◆ Assigned task: Using the entries that follow, report the number of lines that include the string "nowrap", without any other text.

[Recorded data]
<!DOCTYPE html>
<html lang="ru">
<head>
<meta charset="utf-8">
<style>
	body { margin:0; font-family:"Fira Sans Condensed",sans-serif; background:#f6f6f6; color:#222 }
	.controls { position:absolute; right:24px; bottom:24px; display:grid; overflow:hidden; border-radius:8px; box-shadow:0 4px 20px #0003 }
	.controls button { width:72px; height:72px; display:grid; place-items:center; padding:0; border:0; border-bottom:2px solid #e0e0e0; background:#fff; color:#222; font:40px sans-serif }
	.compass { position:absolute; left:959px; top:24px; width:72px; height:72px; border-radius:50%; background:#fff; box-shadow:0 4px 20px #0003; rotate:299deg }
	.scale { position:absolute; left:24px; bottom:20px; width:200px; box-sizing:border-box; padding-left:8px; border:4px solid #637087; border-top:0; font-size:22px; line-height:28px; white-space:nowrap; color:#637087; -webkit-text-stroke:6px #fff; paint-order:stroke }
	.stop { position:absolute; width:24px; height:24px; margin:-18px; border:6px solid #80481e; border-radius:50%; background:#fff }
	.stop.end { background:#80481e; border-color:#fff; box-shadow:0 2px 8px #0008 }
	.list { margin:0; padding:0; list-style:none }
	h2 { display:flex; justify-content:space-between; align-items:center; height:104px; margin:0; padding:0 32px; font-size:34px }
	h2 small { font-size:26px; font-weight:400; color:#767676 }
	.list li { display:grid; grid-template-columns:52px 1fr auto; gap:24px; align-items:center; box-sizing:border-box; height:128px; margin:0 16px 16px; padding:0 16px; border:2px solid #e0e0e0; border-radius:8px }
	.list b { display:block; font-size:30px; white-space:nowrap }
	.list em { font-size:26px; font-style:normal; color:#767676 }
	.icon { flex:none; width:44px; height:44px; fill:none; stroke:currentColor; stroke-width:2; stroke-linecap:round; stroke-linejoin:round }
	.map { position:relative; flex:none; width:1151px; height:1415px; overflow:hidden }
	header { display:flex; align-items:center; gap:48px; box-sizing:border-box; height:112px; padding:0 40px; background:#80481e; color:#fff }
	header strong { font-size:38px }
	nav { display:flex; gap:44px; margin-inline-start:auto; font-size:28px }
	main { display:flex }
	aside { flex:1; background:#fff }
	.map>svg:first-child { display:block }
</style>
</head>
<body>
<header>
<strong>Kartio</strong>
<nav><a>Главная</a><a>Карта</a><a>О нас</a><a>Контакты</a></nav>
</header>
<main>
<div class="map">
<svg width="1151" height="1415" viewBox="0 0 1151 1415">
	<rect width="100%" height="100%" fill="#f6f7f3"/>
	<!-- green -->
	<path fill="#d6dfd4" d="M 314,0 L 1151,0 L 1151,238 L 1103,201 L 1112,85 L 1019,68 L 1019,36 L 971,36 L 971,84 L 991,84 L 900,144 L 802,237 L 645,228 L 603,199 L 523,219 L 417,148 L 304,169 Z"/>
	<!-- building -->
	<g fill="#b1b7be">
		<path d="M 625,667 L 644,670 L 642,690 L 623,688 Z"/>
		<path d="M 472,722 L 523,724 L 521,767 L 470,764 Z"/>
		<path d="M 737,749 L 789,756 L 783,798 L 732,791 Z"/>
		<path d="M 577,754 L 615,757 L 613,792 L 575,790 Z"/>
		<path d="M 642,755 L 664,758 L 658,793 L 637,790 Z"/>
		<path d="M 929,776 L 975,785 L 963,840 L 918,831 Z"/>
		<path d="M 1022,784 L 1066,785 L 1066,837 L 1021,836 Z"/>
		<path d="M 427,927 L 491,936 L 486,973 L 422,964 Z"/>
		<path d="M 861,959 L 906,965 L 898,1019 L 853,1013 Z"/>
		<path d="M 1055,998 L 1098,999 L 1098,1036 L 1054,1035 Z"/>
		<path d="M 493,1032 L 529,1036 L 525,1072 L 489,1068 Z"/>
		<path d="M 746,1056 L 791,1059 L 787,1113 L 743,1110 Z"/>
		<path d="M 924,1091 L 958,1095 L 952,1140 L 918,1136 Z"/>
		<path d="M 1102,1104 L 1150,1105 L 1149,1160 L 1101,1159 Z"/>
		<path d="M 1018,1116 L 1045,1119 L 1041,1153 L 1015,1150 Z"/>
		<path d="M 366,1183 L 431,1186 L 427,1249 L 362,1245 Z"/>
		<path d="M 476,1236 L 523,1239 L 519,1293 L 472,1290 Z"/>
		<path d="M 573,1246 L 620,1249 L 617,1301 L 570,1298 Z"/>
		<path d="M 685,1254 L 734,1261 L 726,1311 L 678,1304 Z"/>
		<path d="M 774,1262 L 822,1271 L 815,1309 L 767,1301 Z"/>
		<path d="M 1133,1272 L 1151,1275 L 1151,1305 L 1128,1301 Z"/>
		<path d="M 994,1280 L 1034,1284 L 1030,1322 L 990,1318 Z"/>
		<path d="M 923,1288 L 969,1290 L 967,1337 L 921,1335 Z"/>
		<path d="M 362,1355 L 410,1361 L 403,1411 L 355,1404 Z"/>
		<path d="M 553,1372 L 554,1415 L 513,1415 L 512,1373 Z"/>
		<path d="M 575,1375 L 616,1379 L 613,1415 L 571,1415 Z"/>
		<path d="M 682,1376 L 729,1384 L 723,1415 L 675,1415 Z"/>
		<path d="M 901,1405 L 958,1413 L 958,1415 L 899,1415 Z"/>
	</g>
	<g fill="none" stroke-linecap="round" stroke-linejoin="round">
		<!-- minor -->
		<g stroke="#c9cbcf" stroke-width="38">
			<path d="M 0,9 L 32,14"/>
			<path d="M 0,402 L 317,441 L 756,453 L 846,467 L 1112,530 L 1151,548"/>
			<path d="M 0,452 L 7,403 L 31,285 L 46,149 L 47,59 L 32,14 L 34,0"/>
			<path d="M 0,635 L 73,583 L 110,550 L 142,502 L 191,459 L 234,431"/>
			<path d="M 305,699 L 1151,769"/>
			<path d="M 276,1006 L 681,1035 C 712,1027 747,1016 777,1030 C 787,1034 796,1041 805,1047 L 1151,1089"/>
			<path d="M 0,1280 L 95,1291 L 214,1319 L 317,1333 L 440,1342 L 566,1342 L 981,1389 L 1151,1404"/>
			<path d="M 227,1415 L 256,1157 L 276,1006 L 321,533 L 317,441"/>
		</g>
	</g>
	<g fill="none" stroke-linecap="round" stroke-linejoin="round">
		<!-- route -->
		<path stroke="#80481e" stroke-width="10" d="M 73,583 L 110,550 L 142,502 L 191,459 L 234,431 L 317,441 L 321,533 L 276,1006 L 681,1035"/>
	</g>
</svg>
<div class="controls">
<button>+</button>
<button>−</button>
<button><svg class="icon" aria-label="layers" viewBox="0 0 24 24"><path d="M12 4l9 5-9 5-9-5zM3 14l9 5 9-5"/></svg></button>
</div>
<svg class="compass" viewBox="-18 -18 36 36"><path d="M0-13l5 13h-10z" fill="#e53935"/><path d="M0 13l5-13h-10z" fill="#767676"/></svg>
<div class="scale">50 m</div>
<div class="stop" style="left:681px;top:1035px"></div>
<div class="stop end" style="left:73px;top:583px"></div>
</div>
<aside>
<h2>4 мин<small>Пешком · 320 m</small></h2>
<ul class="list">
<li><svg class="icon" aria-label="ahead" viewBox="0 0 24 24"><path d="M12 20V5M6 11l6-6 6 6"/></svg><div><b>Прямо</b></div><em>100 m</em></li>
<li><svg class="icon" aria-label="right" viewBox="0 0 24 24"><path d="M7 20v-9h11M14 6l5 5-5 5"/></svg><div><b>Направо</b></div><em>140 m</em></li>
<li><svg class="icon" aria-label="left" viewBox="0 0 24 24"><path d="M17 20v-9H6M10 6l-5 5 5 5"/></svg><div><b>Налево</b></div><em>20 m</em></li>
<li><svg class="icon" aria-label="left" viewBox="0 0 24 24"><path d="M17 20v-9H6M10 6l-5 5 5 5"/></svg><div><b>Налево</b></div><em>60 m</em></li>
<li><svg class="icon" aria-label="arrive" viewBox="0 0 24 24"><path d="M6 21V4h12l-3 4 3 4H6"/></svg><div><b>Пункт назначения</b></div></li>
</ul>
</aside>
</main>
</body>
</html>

◆ Task result: 2